La première étude réalisée par le cabinet Katalyse permet ainsi d'identifier les processus en cours concernant les métiers de service. Elle montre que le phénomène se développe en France de manière insidieuse : un grand nombre d'entreprises externalisent leurs activités de services dès lors que le volume d'emplois concerné est conséquent (plus de 30 personnes), puis, par une pression accrue sur les prix, incitent leurs sous-traitants à délocaliser « à leur place ». Cette préférence pour une démarche en deux temps tient notamment au souhait d'éviter des conflits sociaux devenus difficiles à affronter. L'étude propose une vision exhaustive des délocalisations. Elle met en évidence les trois formes de délocalisations conduites par les entreprises : transfert d'un site vers un pays étranger (délocalisation pure), regroupement à l'étranger d'activités de services disséminées sur plusieurs sites en France (délocalisation diffuse) et localisation d'activités à l'étranger, alors qu'elles auraient pu l'être en France (non-localisation, qui ne prend évidemment pas en compte l'implantation dans un pays afin d'y conquérir des parts de marché). Au total, le cabinet Katalyse prévoit pour la période 2006-2010 la délocalisation de 202.000 emplois de services, soit 22 % de la création nette d'emploi salarié au cours des cinq dernières années. 80 % de ces pertes d'emplois seront concernés par des non-localisations et donc seulement une sur cinq par des délocalisations au sens strict du terme, qui sont pourtant les seules prises en compte habituellement par les économistes.

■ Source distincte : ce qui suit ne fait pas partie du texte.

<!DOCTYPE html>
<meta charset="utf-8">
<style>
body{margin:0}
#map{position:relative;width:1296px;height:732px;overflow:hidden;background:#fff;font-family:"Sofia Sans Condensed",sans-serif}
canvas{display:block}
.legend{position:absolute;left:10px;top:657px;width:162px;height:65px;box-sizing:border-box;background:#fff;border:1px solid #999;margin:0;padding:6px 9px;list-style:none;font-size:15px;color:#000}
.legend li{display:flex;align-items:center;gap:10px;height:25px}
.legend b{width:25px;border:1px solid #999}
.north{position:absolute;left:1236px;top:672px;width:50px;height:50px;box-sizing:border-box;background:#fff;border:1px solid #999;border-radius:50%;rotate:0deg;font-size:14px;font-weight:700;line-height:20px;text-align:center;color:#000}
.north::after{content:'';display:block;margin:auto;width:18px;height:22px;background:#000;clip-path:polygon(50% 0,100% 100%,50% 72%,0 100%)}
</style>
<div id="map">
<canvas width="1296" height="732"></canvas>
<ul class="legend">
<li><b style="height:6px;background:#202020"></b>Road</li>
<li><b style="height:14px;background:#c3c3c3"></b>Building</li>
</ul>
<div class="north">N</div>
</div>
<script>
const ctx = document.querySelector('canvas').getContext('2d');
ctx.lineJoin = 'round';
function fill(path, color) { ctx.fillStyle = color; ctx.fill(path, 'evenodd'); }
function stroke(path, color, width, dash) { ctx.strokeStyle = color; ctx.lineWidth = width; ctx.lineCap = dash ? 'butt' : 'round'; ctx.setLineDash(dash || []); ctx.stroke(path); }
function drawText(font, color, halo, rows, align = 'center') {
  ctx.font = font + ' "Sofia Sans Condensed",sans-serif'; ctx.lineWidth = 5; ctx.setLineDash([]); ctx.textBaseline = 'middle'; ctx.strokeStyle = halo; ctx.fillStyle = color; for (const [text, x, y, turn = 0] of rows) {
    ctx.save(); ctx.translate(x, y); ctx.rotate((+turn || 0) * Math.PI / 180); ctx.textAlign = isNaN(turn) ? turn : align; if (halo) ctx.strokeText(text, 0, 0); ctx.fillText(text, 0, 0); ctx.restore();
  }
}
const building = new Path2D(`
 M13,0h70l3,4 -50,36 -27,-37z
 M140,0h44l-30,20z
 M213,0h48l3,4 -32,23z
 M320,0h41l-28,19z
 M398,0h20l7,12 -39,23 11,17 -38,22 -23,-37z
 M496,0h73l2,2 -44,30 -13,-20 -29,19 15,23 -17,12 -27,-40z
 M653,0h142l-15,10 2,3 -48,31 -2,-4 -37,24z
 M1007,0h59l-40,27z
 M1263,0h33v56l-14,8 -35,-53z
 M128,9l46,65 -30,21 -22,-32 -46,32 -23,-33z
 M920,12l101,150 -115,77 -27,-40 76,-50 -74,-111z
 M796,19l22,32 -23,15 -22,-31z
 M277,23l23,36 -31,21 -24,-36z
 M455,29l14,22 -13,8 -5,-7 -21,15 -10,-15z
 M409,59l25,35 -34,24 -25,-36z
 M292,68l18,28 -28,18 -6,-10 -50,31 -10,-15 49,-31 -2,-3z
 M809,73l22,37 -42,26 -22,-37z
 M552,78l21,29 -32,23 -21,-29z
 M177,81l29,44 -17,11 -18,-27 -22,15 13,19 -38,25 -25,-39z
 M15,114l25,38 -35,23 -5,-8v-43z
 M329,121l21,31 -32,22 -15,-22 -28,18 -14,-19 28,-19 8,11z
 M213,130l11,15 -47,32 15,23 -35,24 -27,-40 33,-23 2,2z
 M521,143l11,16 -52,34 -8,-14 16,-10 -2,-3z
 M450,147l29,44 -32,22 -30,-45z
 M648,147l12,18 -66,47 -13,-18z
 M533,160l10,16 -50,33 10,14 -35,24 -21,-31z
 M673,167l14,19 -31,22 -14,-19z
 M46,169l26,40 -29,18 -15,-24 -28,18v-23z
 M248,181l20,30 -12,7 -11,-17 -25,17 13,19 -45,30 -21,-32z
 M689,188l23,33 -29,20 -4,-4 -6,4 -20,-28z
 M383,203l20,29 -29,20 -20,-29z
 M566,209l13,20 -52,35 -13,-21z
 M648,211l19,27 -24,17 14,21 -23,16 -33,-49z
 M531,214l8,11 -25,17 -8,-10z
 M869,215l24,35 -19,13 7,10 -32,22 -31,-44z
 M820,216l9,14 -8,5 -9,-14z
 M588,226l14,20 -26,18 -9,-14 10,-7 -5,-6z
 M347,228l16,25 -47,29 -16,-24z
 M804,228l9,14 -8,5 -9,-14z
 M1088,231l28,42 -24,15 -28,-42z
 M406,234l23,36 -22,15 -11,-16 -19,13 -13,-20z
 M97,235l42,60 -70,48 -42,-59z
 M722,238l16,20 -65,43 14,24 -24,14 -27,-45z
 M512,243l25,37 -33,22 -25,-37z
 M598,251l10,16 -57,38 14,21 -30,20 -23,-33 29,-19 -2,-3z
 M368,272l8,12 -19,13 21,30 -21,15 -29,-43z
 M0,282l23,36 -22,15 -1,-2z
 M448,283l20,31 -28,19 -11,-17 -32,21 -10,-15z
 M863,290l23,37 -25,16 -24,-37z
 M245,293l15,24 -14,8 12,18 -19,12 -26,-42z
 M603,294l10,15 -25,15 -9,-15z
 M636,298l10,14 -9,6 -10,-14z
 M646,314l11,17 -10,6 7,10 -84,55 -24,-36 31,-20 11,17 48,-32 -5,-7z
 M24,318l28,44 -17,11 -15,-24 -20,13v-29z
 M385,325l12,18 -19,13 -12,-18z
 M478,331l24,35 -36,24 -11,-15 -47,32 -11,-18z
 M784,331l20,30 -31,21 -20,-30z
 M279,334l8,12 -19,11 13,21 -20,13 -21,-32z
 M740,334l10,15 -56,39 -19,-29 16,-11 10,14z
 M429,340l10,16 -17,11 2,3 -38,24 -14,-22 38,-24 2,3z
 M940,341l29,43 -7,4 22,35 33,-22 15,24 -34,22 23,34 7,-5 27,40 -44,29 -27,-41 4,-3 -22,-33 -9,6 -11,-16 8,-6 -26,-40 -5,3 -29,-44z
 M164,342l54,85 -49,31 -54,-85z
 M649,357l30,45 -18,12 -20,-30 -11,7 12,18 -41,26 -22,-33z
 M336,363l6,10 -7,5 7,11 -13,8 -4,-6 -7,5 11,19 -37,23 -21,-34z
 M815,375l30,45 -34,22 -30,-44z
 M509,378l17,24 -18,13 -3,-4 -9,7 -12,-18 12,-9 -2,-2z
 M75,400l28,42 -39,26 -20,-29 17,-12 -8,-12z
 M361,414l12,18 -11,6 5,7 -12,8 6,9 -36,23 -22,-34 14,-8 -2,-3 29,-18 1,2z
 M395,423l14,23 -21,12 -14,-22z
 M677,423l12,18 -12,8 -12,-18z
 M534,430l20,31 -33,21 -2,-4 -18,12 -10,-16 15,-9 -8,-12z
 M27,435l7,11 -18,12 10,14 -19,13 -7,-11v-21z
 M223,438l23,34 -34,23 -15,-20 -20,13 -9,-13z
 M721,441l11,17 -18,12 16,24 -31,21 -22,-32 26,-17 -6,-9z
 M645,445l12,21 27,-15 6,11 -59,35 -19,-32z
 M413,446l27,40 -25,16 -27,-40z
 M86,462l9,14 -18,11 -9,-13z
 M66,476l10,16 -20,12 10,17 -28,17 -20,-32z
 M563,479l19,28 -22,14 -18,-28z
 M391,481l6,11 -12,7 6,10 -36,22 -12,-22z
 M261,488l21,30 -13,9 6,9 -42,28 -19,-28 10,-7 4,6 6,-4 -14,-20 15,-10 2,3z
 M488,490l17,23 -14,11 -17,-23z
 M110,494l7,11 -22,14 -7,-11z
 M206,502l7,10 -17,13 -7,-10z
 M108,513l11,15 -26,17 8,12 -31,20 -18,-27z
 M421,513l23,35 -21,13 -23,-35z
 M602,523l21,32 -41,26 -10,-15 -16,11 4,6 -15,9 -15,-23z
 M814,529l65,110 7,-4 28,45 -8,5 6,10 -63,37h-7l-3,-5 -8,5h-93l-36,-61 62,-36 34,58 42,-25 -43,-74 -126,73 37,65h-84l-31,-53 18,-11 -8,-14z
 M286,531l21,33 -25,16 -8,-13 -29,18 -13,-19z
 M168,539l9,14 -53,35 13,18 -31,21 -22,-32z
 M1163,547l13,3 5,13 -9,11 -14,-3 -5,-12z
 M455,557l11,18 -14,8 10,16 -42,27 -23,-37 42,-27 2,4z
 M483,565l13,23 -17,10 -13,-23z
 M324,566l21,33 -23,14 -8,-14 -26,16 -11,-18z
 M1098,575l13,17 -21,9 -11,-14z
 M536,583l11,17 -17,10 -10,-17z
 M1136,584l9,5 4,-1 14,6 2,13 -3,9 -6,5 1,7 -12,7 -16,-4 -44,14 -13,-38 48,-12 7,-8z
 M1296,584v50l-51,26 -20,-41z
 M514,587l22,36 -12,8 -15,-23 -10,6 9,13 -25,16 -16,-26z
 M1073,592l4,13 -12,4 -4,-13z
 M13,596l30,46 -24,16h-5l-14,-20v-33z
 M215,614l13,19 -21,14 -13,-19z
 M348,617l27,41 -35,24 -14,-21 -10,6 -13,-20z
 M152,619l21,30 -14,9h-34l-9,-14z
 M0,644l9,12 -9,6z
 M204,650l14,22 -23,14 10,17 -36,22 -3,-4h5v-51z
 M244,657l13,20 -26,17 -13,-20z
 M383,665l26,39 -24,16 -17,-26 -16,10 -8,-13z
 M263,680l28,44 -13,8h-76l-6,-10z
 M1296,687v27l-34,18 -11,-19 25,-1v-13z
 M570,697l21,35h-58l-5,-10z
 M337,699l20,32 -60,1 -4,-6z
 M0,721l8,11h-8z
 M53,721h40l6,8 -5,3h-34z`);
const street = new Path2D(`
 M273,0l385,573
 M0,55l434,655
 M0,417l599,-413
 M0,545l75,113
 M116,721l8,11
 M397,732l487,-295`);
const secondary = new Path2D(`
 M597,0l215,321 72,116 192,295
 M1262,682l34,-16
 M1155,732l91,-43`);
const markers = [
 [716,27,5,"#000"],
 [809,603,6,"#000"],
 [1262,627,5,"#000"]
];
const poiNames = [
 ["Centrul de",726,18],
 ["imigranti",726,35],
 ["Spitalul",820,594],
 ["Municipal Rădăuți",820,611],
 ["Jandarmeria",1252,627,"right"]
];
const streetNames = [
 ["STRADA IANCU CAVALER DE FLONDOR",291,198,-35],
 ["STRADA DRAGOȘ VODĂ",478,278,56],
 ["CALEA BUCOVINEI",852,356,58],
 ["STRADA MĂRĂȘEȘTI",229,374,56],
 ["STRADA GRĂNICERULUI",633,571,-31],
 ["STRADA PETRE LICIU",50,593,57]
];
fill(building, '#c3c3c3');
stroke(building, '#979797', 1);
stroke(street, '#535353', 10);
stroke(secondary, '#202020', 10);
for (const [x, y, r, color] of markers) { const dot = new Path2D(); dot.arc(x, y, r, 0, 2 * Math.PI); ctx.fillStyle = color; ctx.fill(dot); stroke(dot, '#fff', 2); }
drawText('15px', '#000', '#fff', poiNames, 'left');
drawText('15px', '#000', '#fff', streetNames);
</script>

La seconde étude menée par le cabinet Ernst and Young met en évidence le lien entre l'évolution du mode de consommation des ménages et les décisions de délocaliser de certaines entreprises. Le monde de la grande consommation est marqué, d'une part, par un accroissement de l'offre, avec un nombre de magasins en augmentation, une percée du hard discount et un allongement des horaires d'ouverture et, d'autre part, par une stagnation de la demande liée au sentiment d'une baisse du pouvoir d'achat des ménages. Ce contexte produit une forte pression sur les prix et une relative indifférence quant à l'origine géographique des produits de la part des consommateurs, qui ne font plus de lien entre leurs achats et leur emploi. Il conduit à une « hyper-concurrence » entre distributeurs et à une « sur-réaction » des producteurs.

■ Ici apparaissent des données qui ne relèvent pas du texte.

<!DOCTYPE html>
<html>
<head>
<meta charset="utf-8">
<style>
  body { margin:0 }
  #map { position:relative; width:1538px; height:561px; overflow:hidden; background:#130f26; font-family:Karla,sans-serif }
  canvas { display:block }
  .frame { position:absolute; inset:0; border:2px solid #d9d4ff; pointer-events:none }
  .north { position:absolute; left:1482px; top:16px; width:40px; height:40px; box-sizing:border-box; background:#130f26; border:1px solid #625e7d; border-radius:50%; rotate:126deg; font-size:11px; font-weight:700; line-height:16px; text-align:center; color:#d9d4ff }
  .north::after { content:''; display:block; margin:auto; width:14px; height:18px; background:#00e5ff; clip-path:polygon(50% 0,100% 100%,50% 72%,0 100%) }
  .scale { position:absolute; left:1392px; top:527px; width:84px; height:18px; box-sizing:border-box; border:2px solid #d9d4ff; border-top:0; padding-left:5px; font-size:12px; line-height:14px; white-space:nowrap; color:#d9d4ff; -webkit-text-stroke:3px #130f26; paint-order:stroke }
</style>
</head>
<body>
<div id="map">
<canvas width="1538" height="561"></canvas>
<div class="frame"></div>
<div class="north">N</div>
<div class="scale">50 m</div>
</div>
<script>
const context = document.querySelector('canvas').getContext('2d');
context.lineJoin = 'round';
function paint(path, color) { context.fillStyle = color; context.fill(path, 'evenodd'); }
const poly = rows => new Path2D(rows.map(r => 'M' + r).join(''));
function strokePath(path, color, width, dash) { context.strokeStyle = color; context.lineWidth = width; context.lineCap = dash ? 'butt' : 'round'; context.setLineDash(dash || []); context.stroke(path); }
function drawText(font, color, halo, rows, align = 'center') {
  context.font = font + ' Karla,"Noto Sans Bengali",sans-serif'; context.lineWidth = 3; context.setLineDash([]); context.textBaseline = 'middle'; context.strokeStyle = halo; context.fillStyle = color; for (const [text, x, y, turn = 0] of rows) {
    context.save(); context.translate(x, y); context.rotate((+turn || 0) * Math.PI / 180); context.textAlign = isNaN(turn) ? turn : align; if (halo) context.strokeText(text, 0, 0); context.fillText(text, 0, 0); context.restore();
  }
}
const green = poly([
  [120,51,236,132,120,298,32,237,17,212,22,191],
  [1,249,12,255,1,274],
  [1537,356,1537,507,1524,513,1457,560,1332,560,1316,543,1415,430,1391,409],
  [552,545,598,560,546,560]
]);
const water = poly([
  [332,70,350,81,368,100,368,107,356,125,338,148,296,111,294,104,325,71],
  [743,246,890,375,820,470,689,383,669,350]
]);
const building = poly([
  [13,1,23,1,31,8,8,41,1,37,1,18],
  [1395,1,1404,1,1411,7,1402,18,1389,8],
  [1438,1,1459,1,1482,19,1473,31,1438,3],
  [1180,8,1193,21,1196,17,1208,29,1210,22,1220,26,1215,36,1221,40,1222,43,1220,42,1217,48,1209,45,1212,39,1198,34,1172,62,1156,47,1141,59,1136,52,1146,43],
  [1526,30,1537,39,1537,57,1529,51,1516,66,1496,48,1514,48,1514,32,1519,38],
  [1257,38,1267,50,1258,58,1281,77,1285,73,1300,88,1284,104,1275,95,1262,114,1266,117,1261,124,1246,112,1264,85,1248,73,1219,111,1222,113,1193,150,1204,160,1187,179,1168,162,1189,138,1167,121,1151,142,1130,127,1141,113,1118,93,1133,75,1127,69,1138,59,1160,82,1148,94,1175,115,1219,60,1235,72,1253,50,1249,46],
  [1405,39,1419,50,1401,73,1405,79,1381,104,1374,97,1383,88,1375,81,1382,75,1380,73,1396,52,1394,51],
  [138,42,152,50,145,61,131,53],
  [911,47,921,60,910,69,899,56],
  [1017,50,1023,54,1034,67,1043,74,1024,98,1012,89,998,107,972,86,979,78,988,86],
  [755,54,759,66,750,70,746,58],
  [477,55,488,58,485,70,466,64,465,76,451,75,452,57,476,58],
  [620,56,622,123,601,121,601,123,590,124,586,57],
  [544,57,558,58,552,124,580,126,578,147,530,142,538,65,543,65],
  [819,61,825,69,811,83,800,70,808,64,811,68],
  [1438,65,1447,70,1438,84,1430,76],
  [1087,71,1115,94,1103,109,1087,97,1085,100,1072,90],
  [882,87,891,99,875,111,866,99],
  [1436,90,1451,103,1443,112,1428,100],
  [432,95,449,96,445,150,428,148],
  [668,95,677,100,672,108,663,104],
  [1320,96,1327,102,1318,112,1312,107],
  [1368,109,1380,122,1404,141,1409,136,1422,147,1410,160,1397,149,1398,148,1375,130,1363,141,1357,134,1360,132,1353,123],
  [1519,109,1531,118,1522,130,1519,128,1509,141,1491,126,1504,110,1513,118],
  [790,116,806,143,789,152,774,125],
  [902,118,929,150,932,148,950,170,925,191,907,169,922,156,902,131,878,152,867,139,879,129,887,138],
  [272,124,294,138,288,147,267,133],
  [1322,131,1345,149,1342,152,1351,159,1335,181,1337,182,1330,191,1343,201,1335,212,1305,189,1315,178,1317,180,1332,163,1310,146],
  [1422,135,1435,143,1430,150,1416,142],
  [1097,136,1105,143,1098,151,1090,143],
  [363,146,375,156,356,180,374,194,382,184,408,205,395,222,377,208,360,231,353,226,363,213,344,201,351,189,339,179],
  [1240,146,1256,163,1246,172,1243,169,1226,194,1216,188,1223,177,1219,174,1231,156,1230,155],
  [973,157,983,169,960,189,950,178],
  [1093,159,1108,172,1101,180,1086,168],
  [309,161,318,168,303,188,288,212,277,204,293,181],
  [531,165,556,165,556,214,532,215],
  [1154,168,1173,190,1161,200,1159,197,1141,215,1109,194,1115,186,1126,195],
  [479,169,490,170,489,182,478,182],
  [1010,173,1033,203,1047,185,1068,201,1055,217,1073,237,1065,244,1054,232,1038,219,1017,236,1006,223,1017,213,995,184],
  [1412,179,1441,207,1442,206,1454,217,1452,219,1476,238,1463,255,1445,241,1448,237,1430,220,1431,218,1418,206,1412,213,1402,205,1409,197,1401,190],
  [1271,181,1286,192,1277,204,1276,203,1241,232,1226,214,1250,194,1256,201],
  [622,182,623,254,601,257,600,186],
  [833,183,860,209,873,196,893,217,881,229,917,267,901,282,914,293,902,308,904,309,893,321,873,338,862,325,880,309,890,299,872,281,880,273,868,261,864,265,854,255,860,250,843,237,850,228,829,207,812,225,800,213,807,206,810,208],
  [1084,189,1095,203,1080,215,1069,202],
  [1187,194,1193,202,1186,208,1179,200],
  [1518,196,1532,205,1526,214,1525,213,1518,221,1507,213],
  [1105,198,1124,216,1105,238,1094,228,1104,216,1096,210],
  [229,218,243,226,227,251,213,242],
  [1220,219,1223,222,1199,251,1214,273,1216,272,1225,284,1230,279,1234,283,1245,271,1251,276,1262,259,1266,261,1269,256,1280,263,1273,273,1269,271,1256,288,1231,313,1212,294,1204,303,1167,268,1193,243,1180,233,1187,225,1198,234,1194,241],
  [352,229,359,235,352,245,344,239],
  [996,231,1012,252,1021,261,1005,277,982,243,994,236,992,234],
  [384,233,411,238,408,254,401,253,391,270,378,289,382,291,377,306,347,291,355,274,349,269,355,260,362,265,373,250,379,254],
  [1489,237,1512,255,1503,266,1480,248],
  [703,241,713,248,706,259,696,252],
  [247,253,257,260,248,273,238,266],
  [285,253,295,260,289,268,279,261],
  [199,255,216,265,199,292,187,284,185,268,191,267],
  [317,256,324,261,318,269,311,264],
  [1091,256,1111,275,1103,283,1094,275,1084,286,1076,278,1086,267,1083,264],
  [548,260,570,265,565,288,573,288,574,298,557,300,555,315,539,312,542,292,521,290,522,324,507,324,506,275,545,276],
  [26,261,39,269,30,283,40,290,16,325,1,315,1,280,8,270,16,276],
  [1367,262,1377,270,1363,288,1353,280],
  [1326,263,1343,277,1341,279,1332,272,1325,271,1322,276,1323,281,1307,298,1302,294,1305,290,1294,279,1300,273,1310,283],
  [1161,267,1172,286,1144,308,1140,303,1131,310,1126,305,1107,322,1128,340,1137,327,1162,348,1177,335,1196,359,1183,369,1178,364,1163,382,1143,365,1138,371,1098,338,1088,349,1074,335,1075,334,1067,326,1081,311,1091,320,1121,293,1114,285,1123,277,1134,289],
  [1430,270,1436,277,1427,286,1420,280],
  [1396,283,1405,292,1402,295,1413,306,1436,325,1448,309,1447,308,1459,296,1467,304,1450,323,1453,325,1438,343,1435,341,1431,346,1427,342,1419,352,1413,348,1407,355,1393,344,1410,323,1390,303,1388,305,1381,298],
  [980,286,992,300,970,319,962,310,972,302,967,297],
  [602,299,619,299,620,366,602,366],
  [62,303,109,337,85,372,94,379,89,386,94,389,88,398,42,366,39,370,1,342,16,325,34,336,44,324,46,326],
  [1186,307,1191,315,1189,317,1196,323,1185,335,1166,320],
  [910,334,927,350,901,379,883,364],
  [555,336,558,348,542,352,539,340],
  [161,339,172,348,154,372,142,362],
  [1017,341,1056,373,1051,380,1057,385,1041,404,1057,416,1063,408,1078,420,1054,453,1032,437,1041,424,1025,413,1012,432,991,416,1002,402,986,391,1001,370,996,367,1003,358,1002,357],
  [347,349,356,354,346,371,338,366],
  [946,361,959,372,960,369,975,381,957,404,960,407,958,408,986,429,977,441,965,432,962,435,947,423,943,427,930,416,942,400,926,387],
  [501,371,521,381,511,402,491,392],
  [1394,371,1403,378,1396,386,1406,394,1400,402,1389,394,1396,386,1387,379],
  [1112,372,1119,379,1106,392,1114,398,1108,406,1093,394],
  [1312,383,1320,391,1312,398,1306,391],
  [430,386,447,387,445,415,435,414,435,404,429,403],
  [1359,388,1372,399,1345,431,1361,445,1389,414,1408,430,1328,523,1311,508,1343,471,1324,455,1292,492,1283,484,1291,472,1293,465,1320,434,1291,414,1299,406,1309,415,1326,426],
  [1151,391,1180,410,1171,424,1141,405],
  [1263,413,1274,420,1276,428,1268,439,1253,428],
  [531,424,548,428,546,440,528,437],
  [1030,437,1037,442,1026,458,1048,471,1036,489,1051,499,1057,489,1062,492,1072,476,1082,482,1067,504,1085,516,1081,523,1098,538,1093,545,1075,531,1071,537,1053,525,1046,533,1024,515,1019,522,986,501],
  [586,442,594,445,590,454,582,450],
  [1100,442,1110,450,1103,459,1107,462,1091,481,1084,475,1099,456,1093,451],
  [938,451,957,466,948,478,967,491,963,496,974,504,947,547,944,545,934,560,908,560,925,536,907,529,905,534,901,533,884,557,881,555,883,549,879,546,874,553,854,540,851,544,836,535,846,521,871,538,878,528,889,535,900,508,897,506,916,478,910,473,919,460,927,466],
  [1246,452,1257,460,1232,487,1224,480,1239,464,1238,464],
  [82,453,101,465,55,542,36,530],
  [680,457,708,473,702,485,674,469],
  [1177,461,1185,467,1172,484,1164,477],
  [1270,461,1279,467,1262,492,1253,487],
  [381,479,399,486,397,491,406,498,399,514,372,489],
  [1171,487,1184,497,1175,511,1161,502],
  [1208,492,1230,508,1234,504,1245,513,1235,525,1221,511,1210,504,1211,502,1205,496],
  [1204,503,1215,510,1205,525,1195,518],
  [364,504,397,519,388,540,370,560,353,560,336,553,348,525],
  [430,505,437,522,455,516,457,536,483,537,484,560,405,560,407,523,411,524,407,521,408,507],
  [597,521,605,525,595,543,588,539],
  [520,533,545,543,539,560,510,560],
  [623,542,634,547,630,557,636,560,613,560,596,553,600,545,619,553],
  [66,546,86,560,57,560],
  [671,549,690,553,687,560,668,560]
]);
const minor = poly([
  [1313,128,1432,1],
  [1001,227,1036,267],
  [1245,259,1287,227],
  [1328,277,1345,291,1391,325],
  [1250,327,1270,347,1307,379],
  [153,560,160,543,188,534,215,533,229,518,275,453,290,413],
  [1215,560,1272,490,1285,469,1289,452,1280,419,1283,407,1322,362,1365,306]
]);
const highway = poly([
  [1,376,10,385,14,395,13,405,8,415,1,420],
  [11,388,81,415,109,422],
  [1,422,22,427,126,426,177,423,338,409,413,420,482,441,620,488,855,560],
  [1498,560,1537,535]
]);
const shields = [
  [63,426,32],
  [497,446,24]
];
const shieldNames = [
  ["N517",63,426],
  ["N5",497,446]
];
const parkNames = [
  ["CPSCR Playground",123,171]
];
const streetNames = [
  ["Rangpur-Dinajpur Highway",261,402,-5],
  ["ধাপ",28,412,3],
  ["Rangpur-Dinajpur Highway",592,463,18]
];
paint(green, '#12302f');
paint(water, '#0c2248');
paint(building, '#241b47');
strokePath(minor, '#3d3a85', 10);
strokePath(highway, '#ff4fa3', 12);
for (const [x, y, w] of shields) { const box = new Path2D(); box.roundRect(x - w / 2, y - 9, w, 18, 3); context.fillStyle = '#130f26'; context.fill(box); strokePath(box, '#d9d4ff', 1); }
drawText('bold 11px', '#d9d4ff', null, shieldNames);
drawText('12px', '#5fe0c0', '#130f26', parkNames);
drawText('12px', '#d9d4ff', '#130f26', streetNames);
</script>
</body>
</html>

Ceux-ci, pour s'adapter au phénomène, peuvent prendre quatre décisions de gestion : gains de productivité, externalisation, délocalisation, innovation. Or, les ruptures de plus en plus fréquentes dans l'environnement de l'entreprise, liées à la fois à des évolutions rapides des conditions des marché et à une puissance publique modifiant en permanence les « règles du jeu », notamment en matière fiscale, contraignent les dirigeants à des solutions de court terme, qui prennent la forme de délocalisations. L'étude montre ainsi que le fait de ne pas délocaliser, dans cette situation de « tyrannie du court terme », pourrait être perçue comme une erreur de gestion, susceptible de menacer la pérennité de l'entreprise.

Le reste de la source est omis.